States in India in 1956 :- Andra Pradesh, Assam, Bihar, Bombay, Jammu and Kashmir, Kerala, Madhya Pradesh, Madras, Mysore, Orissa, Punjab, Rajasthan, Uttar Pradesh, West Bengal
Union Territories in 1956 :- Andaman and Nicobar Islands, Delhi, Himachal Pradesh, Lakshwadweep, Manipur, Tripura.
Under the constitution of India, Article 2 empowers the parliament to ‘admit new states’ into Union of India and Article 3 relates to formation or changes in the existing states of Union of India. For example, Goa and Sikkim were added into Union of India through Article 2 while Telangana was bifurcated from Andra Pradesh through Article 3.
Dadra and Nagar Haveli was ruled by Portugese until its liberartion in 1954 and was converted into Union territory by the 10TH Constitutional Amendment Act, 1961. Goa, Daman and Diu were also acquired from Portugese by means of police action in 1961 and were constituted as Union Territories by 12th Constitutional Amendment Act, 1962. Later, Goa was conferred statehood in 1987. Puducherry was acquired from French in 1954 and was made a Union Territory by 14th Constitutional Amendment Act.
Nagaland was formed as a state in 1963. Haryana and Himachal Pradesh were bifurcated from Punjab. Manipur, Tripura and Meghalaya were made separate states in 1972. Sikkim was added into Indian union after a referendum in 1975, in which the people voted for the abolition of institution of Chogyal and after 36th Constitutional Amendment Act 1975, Sikkim became a full-fledged state. Mizoram, arunachal Pradesh and Goa were accorded the status of states in 1987. Chattisgarh, Uttarakhand and Jharkhand were made separate states in 2000. The newest state to be formed in the present times is Telangana which was formed in 2014. Currently India has 28 states and 8 Union territories.
Cessation of state means separating of any smaller area from the major chunk, i.e. withdrawal of smaller group from a larger entity. Various international examples of cessation that we can see are Ireland leaving United Kingdom or Algeria leaving France
In the Indian context, Pakistan seceded from British India in 1947 to form a separate country. The constitution of India does not allow any state to secede from the Union. After our constitution coming into being, ignoring some fringe elements, we have been fortunate enough to not see any cession demands from any groups in our country. Division of power among center and states has been specifically created through the 7th schedule in terms of List 1 (Union list), List 2( State List) and List 3(Concurrent List). The federal structure mentioned here provides more power to the Center than to the States to counter any cessation demands from the states in the future.

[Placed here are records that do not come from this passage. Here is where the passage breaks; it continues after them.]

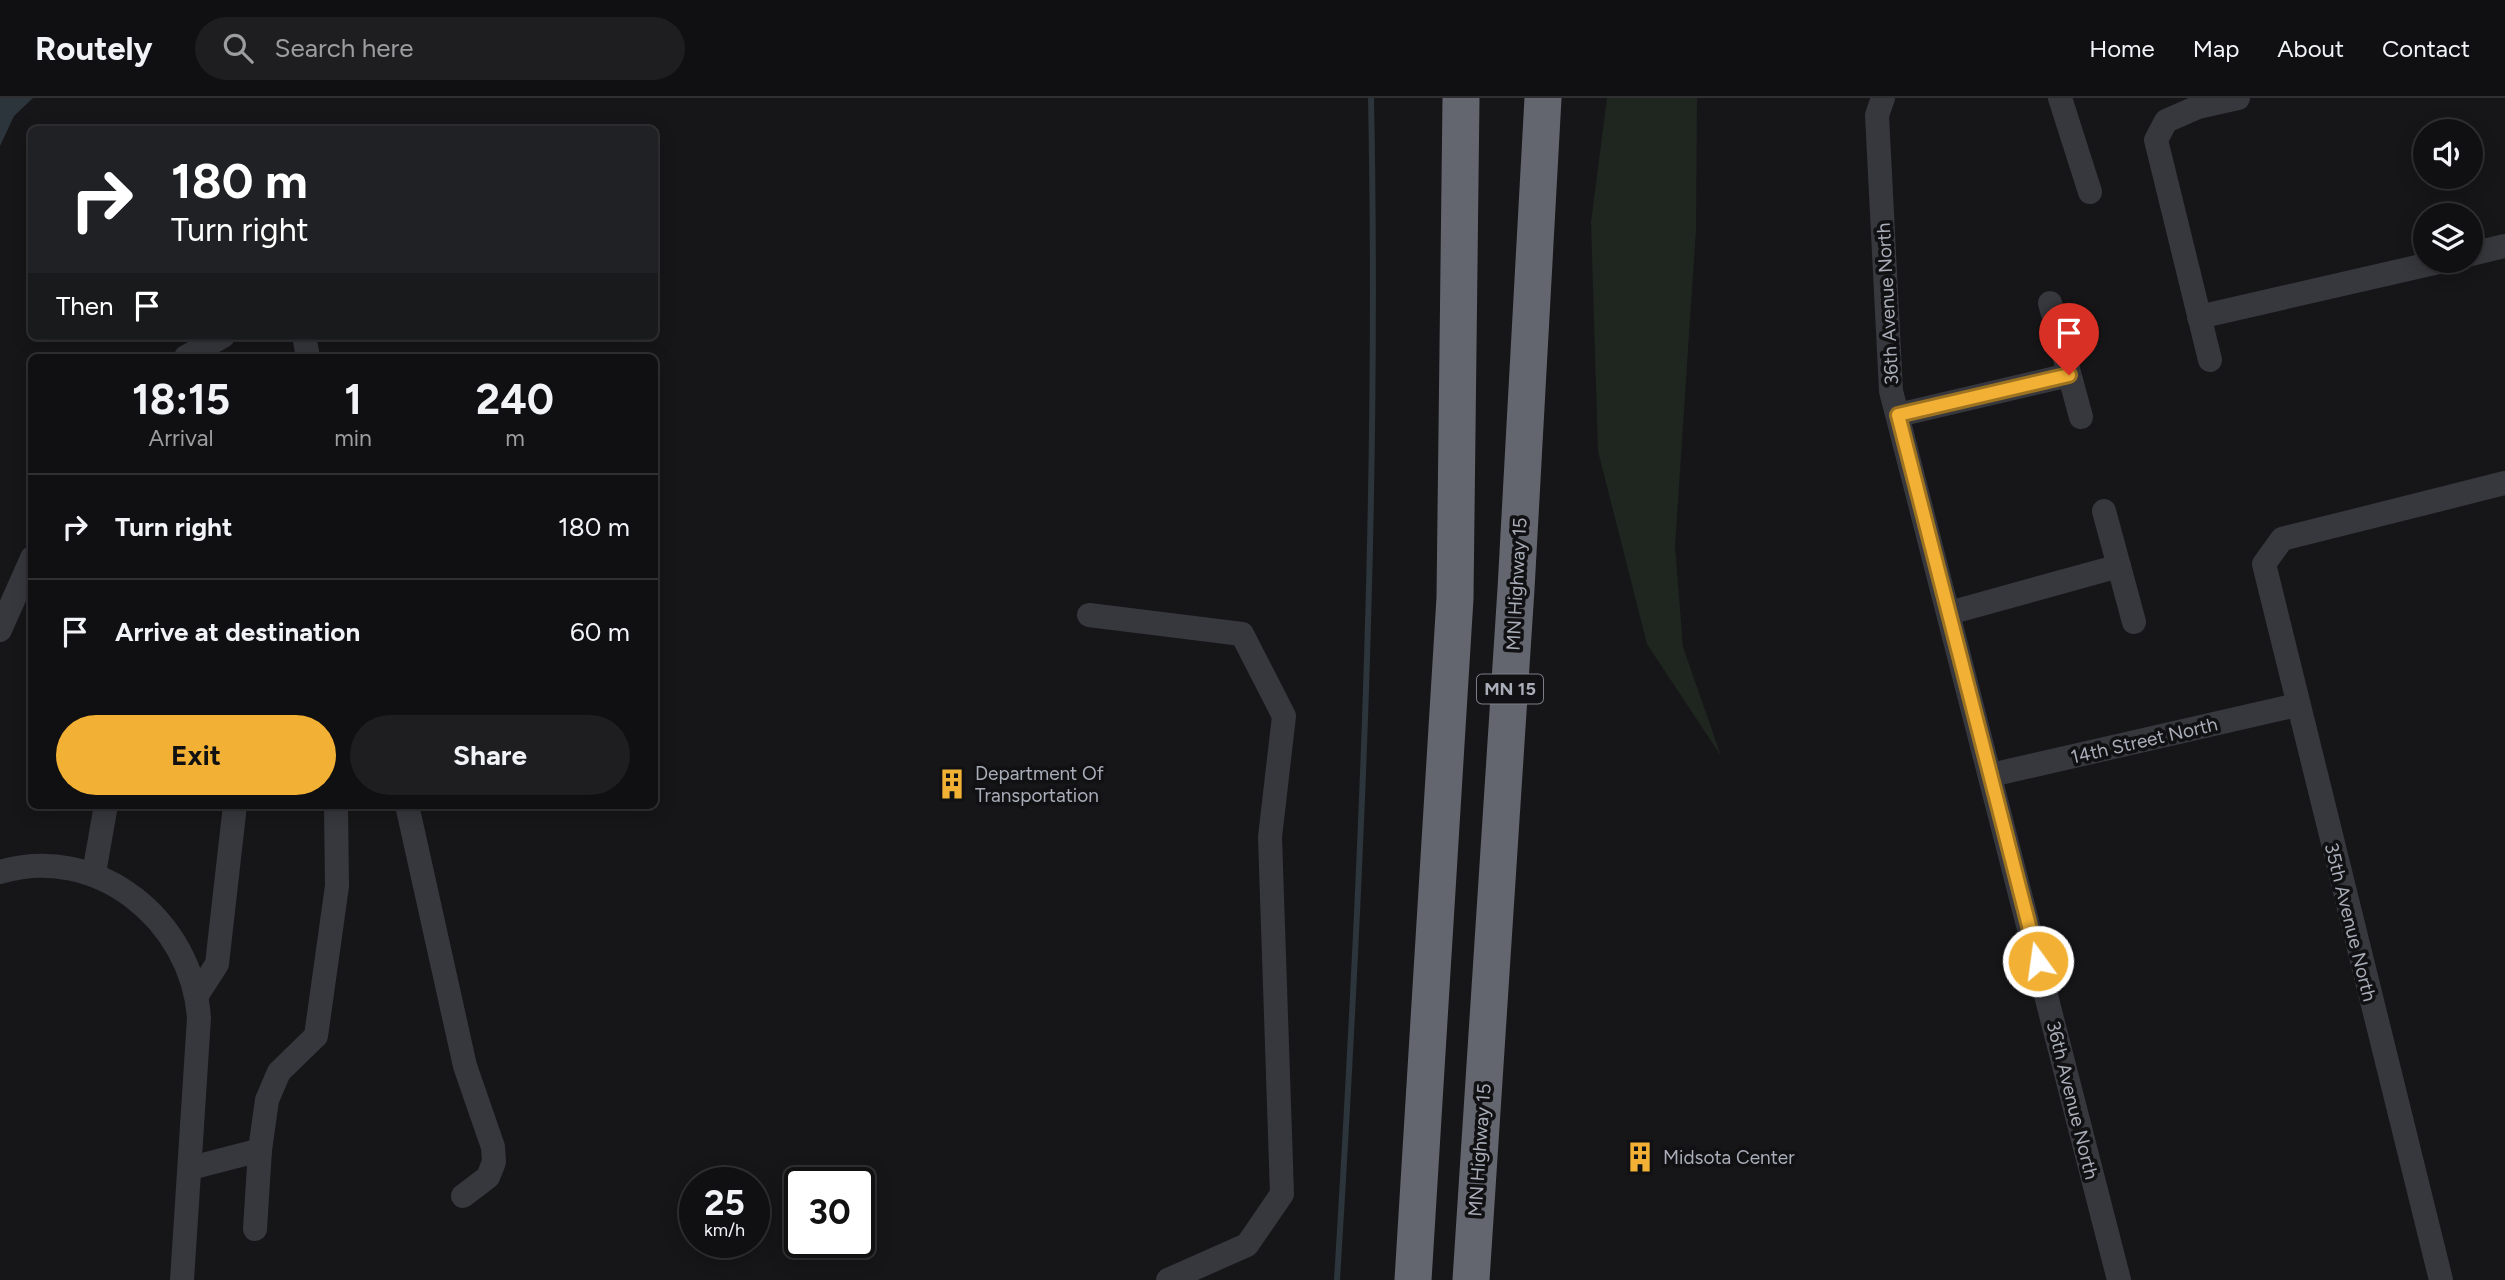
<!DOCTYPE html>
<style>
body{margin:0;font-family:Figtree,sans-serif;background:#1e1e20;color:#f1f3f6;height:100vh;display:flex;flex-direction:column;font-size:26px;white-space:nowrap}
*{box-sizing:border-box;margin:0}
p{font-size:23px;color:#9c9d9f}
.icon{flex:none;width:38px;height:38px;fill:none;stroke:currentColor;stroke-width:2;stroke-linecap:round;stroke-linejoin:round}
.map{position:relative;flex:1;overflow:hidden}
.details{position:absolute;left:28px;top:256px;width:630px;height:455px;display:flex;flex-direction:column;background:#101012;border-radius:10px;box-shadow:0 4px 18px #0003,0 0 0 2px #303032}
.details>*{flex:none}
.hud{position:absolute;left:28px;top:28px;width:630px;height:214px;border-radius:10px;box-shadow:0 4px 18px #0003,0 0 0 2px #303032;background:#202124;color:#fff;overflow:hidden}
.controls{position:absolute;left:2413px;top:21px;display:grid;gap:14px}
.controls a{display:grid;place-items:center;width:70px;height:70px;border-radius:50%;background:#101012;box-shadow:0 4px 18px #0003,0 0 0 2px #303032;font-size:35px}
.speed{position:absolute;left:679px;top:1069px;display:flex;gap:14px;font-size:35px;font-weight:700;text-align:center}
.speed>*{display:grid;place-content:center;width:91px;height:91px;border-radius:50%;background:#101012;box-shadow:0 4px 18px #0003,0 0 0 2px #303032;line-height:1}
.speed small{font-size:18px;font-weight:400}
.speed .limit{border:4px solid #111;border-radius:10px;background:#fff;color:#111}
.pin{position:absolute;display:grid;place-items:center;width:60px;height:60px;color:#fff;margin:-72px -30px;border-radius:50% 50% 50% 0;rotate:-45deg;box-shadow:0 0 7px #0007}
.pin .icon{rotate:45deg}
.me{position:absolute;width:77px;margin:-38px;rotate:346deg;stroke-linejoin:round;filter:drop-shadow(0 0 5px #0008)}
.turn{display:flex;align-items:center;gap:24px;height:147px;padding:0 28px;font-size:32px}
.turn .icon{width:91px;height:91px;stroke-width:2.5}
.turn b{display:block;font-size:49px;line-height:60px}
.then{display:flex;align-items:center;height:66px;padding:0 28px;background:#0003;gap:14px;font-size:26px}
.eta{display:flex;justify-content:space-evenly;align-items:center;height:119px;text-align:center}
.eta b{font-size:42px;font-weight:700;line-height:49px}
.action{display:flex;gap:14px;margin-top:auto;padding:14px 28px}
.action a{flex:1;height:80px;border-radius:42px;background:#f2b134;color:#111;font-size:28px;font-weight:700;line-height:80px;text-align:center}
.action a+a{background:#1e1e20;color:#f1f3f6}
ul{padding:0;list-style:none}
li{display:flex;align-items:center;gap:21px;height:105px;padding:0 28px;border-top:2px solid #303032}
li div{flex:1}
li b{display:block;font-size:26px}
li em{font-style:normal}
header{display:flex;align-items:center;gap:42px;box-sizing:border-box;height:98px;padding:0 35px;background:#101012;border-bottom:2px solid #303032}
header strong{font-size:33px}
nav{display:flex;gap:38px;margin-inline-start:auto;font-size:24px}
.search{width:490px;height:63px;background:#1e1e20;display:flex;align-items:center;gap:18px;box-sizing:border-box;padding:0 24px;border-radius:38px;color:#9c9d9f;font-size:26px}
.map>svg:first-child{display:block}
.green{fill:#1e261f}
.water{fill:#2c353c}
.lines{fill:none;stroke-linecap:round;stroke-linejoin:round}
.stream{stroke:#2c353c;stroke-width:6}
.minor{stroke:#37383d;stroke-width:24}
.highway{stroke:#63666e;stroke-width:37}
.route-casing{stroke:#9d7322;stroke-width:18}
.route{stroke:#f2b134;stroke-width:12}
.labels{text-anchor:middle;stroke-width:7;stroke-linejoin:round;paint-order:stroke}
.shield{fill:#111113;stroke:#7b7e86;stroke-width:2}
.shield-label{font-size:18px;font-weight:bold;fill:#a8adb8}
.street-label{font-size:19px;fill:#a8adb8;stroke:#111113}
.poi-label{font-size:19px;fill:#a8adb8;stroke:#111113;text-anchor:start}
</style>
<header>
<strong>Routely</strong>
<div class="search"><svg class="icon" aria-label="search" viewBox="0 0 24 24"><circle cx="10" cy="10" r="6"/><path d="M15 15l6 6"/></svg>Search here</div>
<nav><a>Home</a><a>Map</a><a>About</a><a>Contact</a></nav>
</header>
<div class="map">
<svg width="2505" height="1182" viewBox="0 0 2505 1182">
<rect width="100%" height="100%" fill="#161618"/>
<polygon class="green" points="1607,0 1697,0 1696,131 1675,448 1683,549 1721,658 1647,546 1598,353 1591,124"/>
<polygon class="water" points="0,0 33,0 14,18 0,48"/>
<g class="lines">
<path class="stream" d="M1337,1182C1361,789 1379,394 1371,0"/>
<g class="minor">
<polyline points="1883,0 1877,17 1891,293 2119,1182"/>
<polyline points="2060,0 2090,94"/>
<polyline points="2471,156 2505,148"/>
<polyline points="2050,205 2081,319"/>
<polyline points="2199,219 2443,163"/>
<polyline points="304,238 308,259"/>
<polyline points="186,259 223,238"/>
<polyline points="2210,262 2156,42 2166,23 2198,9 2238,0"/>
<polyline points="1898,317 2069,277"/>
<polyline points="2104,413 2134,524"/>
<polyline points="1949,515 2119,468"/>
<polyline points="1089,517 1242,536 1284,618 1270,739 1282,1096 1247,1147 1168,1182"/>
<polyline points="0,532 32,460"/>
<polyline points="1991,677 2297,607"/>
<polyline points="407,707 465,968 493,1049 494,1064 488,1079 463,1098"/>
<path d="M0,774C97,745 192,822 199,920L182,1182"/>
<polyline points="94,775 106,707"/>
<polyline points="197,897 217,866 235,707"/>
<polyline points="191,1070 260,1052 267,1002 279,974 316,938 337,788 336,707"/>
<polyline points="255,1131 260,1052"/>
<polyline points="2441,1182 2264,466 2282,441 2505,385"/>
</g>
<g class="highway">
<polyline points="1413,1182 1455,500 1461,0"/>
<polyline points="1471,1182 1516,491 1543,0"/>
</g>
</g>
<g class="lines">
<g class="route-casing">
<polyline id="route" points="2038,863 1898,317 2069,277"/>
</g>
<use href="#route" class="route"/>
</g>
<defs>
<g id="building-bare" transform="scale(2.415)"><path d="M-4-6H4V6H1V3H-1V6H-4ZM-2.5-4.3h1.7v1.8h-1.7ZM.8-4.3h1.7v1.8H.8ZM-2.5-1h1.7V.8h-1.7ZM.8-1h1.7V.8H.8Z" fill="#f2b134" stroke="#111113" stroke-width="2.5" paint-order="stroke"/></g>
</defs>
<g fill-rule="evenodd">
<use href="#building-bare" x="952" y="686"/>
<use href="#building-bare" x="1640" y="1059"/>
</g>
<g class="labels">
<rect class="shield" x="1477" y="576.5" width="66" height="29" rx="5"/>
<g class="shield-label">
<text x="1510" y="597">MN 15</text>
</g>
<g class="street-label">
<text transform="translate(1887 206) rotate(-93)" y="7">36th Avenue North</text>
<text transform="translate(1516 486) rotate(-87)" y="7">MN Highway 15</text>
<text transform="translate(2144 642) rotate(-13)" y="7">14th Street North</text>
<text transform="translate(2351 824) rotate(76)" y="7">35th Avenue North</text>
<text transform="translate(2073 1002) rotate(76)" y="7">36th Avenue North</text>
<text transform="translate(1479 1052) rotate(-86)" y="7">MN Highway 15</text>
</g>
<g class="poi-label">
<text x="975" y="682">Department Of<tspan x="975" dy="22">Transportation</tspan></text>
<text x="1663" y="1066">Midsota Center</text>
</g>
</g>
</svg>
<div class="controls">
<a><svg class="icon" aria-label="sound" viewBox="0 0 24 24"><path d="M4 9h4l5-4v14l-5-4H4zM17 9q2 3 0 6"/></svg></a>
<a><svg class="icon" aria-label="layers" viewBox="0 0 24 24"><path d="M12 4l9 5-9 5-9-5zM3 14l9 5 9-5"/></svg></a>
</div>
<div class="speed"><div>25<small>km/h</small></div><div class="limit">30</div></div>
<div class="pin" style="left:2069px;top:277px;background:#d93025"><svg class="icon" aria-label="arrive" viewBox="0 0 24 24"><path d="M6 21V4h12l-3 4 3 4H6"/></svg></div>
<svg class="me" style="left:2038px;top:863px" viewBox="-20 -20 40 40"><circle r="17" fill="#f2b134" stroke="#fff" stroke-width="3"/><path d="M0-11L8 9 0 5-8 9z" fill="#fff"/></svg>
<div class="hud">
<div class="turn"><svg class="icon" aria-label="right" viewBox="0 0 24 24"><path d="M7 20v-9h11M14 6l5 5-5 5"/></svg><div><b>180 m</b>Turn right</div></div>
<div class="then">Then<svg class="icon" aria-label="arrive" viewBox="0 0 24 24"><path d="M6 21V4h12l-3 4 3 4H6"/></svg></div>
</div>
<section class="details">
<div class="eta">
<div><b>18:15</b><p>Arrival</p></div>
<div><b>1</b><p>min</p></div>
<div><b>240</b><p>m</p></div>
</div>
<ul>
<li><svg class="icon" aria-label="right" viewBox="0 0 24 24"><path d="M7 20v-9h11M14 6l5 5-5 5"/></svg><div><b>Turn right</b></div><em>180 m</em></li>
<li><svg class="icon" aria-label="arrive" viewBox="0 0 24 24"><path d="M6 21V4h12l-3 4 3 4H6"/></svg><div><b>Arrive at destination</b></div><em>60 m</em></li>
</ul>
<div class="action"><a>Exit</a><a>Share</a></div>
</section>
</div>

Hence, Indian Union is indestructible union of destructible states, the parliament has been accorded the power to form new states or union territories by uniting a part of state or UT to other part of state or UT.
Moreover our armed forces are well equipped to face anti insurgency operations against elements which want to secede from India. They have been successful in crushing down these movements in various parts of the country like Nagaland, Assam, Manipur, Mizoram, Tripura Punjab. Naxal insurgency has also been a problem in India but their relevance and area of operation has reduced with time.